*** Opening of MATERIALS PROVIDED ***
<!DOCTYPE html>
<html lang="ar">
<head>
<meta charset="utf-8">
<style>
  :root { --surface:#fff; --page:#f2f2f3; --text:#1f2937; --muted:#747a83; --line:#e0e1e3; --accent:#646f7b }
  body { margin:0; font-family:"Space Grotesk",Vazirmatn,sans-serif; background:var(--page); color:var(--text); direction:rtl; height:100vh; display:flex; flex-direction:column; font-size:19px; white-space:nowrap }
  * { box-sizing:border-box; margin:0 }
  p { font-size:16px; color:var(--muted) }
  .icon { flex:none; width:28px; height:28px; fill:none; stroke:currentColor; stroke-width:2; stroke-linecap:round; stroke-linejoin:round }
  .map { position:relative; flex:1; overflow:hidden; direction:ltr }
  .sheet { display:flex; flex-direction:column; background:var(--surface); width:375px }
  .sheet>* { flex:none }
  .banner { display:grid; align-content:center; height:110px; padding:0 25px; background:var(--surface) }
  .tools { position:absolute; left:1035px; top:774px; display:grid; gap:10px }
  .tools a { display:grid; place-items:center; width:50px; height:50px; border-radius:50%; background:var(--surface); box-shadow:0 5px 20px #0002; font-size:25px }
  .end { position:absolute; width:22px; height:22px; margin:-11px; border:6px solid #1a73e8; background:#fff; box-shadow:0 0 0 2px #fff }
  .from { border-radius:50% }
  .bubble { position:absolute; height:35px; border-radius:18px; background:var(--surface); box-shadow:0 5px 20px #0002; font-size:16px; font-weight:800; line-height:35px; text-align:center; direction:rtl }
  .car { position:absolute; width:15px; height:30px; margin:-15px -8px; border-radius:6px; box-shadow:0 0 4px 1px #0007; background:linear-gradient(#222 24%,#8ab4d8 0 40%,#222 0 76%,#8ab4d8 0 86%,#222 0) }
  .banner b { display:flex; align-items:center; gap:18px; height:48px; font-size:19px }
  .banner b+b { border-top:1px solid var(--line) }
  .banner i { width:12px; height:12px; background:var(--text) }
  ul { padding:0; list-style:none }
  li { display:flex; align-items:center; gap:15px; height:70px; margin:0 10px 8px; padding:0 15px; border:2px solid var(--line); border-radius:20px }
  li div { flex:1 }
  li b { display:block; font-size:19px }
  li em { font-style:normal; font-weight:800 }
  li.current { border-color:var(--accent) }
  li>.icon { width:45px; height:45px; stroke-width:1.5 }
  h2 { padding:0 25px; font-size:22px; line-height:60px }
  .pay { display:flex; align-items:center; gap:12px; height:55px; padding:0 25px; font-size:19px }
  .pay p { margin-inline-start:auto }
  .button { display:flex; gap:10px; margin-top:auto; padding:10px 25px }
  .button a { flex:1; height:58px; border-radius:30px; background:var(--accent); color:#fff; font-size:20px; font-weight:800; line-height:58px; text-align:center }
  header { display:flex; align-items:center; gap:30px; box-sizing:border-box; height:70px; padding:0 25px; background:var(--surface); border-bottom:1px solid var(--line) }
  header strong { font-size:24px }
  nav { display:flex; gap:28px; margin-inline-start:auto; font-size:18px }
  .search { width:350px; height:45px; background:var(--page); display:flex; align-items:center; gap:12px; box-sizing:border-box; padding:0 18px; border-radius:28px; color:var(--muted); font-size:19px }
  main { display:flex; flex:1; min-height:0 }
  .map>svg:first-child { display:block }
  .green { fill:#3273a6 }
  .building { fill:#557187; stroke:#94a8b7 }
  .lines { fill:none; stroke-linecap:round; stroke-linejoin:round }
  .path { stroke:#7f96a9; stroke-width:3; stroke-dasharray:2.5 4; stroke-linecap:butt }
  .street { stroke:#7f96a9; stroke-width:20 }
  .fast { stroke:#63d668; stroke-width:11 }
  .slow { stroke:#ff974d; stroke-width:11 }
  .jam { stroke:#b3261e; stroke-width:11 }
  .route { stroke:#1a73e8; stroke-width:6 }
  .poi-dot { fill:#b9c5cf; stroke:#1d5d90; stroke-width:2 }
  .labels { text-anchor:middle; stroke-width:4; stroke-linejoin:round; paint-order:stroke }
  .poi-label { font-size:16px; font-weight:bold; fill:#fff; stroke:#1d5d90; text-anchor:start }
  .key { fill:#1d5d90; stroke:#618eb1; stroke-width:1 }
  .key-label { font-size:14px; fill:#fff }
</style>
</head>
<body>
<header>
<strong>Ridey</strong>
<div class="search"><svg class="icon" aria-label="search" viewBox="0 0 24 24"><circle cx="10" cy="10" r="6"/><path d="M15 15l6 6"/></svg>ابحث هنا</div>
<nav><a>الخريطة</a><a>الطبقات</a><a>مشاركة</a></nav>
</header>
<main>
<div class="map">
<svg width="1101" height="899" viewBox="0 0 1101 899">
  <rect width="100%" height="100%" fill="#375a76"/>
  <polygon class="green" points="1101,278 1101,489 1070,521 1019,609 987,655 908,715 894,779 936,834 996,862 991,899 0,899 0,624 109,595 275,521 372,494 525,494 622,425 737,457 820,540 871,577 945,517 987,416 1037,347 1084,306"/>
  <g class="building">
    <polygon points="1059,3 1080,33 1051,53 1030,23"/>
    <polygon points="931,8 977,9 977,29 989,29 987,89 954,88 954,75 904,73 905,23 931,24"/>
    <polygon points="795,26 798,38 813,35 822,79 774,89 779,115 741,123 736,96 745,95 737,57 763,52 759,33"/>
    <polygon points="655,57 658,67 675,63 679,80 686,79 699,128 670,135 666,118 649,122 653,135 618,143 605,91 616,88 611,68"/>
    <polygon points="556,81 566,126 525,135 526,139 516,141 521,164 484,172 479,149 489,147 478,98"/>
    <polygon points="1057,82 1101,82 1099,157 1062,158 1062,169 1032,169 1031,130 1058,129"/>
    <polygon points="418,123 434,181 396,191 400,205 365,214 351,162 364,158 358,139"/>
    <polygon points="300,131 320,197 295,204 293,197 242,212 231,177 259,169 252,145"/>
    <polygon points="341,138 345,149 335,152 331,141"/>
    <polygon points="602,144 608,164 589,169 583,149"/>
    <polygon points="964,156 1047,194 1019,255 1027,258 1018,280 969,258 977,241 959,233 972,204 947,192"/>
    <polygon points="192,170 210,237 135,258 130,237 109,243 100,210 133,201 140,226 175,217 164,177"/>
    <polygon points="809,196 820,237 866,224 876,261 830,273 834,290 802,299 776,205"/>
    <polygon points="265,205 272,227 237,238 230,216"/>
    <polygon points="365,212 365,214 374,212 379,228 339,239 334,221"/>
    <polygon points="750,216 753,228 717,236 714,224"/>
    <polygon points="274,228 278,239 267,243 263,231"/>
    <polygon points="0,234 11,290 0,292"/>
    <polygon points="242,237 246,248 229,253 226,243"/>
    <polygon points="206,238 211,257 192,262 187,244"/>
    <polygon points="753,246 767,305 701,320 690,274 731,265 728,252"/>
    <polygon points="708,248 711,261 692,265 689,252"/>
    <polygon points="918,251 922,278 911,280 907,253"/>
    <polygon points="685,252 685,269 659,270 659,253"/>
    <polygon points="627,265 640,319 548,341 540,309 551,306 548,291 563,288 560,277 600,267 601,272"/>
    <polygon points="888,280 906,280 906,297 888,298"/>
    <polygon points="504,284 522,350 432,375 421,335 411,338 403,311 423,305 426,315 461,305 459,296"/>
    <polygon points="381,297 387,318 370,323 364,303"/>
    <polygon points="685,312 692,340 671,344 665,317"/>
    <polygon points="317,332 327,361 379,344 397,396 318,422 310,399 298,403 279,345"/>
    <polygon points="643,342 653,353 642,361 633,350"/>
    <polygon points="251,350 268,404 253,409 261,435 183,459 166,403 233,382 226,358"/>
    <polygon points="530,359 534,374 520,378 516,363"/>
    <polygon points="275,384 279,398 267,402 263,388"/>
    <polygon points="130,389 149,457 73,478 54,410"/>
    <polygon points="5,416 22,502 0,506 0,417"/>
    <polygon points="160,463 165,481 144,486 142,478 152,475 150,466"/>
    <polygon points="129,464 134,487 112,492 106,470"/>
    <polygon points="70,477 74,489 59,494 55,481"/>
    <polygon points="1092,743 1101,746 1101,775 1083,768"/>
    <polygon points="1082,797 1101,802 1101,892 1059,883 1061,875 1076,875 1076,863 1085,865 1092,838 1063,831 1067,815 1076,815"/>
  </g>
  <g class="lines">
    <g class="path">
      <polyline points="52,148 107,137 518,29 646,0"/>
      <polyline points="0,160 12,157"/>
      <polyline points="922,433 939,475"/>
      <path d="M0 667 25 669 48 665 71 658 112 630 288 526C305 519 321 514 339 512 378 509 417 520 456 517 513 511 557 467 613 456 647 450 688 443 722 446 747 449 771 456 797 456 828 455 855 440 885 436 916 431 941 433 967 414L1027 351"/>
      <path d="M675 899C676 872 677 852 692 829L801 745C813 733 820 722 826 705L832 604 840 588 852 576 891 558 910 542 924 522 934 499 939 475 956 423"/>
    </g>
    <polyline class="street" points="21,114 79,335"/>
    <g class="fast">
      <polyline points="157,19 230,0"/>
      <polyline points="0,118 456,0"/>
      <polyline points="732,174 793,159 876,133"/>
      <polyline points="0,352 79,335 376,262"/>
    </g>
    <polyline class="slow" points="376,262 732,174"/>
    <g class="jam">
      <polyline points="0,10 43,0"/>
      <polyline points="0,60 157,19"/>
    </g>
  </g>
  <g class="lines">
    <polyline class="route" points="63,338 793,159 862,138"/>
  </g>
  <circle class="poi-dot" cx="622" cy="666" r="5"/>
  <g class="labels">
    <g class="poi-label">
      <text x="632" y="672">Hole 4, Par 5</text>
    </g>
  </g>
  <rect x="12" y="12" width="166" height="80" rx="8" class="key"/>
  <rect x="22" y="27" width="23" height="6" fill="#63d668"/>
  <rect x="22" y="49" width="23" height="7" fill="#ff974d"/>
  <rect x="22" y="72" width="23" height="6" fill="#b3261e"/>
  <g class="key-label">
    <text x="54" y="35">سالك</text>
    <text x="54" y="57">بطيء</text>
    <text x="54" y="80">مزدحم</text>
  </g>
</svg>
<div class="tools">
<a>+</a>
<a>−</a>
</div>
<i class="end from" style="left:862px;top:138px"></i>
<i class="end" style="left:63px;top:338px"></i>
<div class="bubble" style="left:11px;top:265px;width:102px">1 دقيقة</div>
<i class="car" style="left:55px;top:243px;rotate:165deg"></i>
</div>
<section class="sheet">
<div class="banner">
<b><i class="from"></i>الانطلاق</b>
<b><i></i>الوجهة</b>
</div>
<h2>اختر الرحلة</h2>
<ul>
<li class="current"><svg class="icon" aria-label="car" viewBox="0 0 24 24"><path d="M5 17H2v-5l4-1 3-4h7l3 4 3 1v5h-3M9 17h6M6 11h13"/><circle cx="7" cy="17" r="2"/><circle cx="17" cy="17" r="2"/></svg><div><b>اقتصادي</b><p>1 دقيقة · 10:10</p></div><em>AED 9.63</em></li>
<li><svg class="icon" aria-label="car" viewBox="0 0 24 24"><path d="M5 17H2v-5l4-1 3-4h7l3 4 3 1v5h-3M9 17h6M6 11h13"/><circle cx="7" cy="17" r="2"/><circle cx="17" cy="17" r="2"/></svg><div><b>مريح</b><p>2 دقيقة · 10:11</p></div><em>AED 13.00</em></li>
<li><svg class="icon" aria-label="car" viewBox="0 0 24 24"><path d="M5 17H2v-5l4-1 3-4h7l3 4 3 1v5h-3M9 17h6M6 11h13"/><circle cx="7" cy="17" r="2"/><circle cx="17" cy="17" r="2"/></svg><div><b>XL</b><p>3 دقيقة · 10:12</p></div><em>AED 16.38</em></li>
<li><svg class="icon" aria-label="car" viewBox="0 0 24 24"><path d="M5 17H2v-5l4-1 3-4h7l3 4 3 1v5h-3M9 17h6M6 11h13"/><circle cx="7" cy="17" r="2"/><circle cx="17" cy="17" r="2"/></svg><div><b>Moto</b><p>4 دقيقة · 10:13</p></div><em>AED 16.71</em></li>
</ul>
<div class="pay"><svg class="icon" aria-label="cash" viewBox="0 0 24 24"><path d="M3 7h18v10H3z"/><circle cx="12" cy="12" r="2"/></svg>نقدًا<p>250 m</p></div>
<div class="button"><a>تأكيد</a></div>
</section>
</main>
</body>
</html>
*** Close of MATERIALS PROVIDED ***
TASK OBJECTIVE
Starting with the first line of the records, repeat every line up to and including the one containing "position:absolute; left:1035px; top:774px;", and nothing else.

ANSWER SPACE
<!DOCTYPE html>
<html lang="ar">
<head>
<meta charset="utf-8">
<style>
  :root { --surface:#fff; --page:#f2f2f3; --text:#1f2937; --muted:#747a83; --line:#e0e1e3; --accent:#646f7b }
  body { margin:0; font-family:"Space Grotesk",Vazirmatn,sans-serif; background:var(--page); color:var(--text); direction:rtl; height:100vh; display:flex; flex-direction:column; font-size:19px; white-space:nowrap }
  * { box-sizing:border-box; margin:0 }
  p { font-size:16px; color:var(--muted) }
  .icon { flex:none; width:28px; height:28px; fill:none; stroke:currentColor; stroke-width:2; stroke-linecap:round; stroke-linejoin:round }
  .map { position:relative; flex:1; overflow:hidden; direction:ltr }
  .sheet { display:flex; flex-direction:column; background:var(--surface); width:375px }
  .sheet>* { flex:none }
  .banner { display:grid; align-content:center; height:110px; padding:0 25px; background:var(--surface) }
  .tools { position:absolute; left:1035px; top:774px; display:grid; gap:10px }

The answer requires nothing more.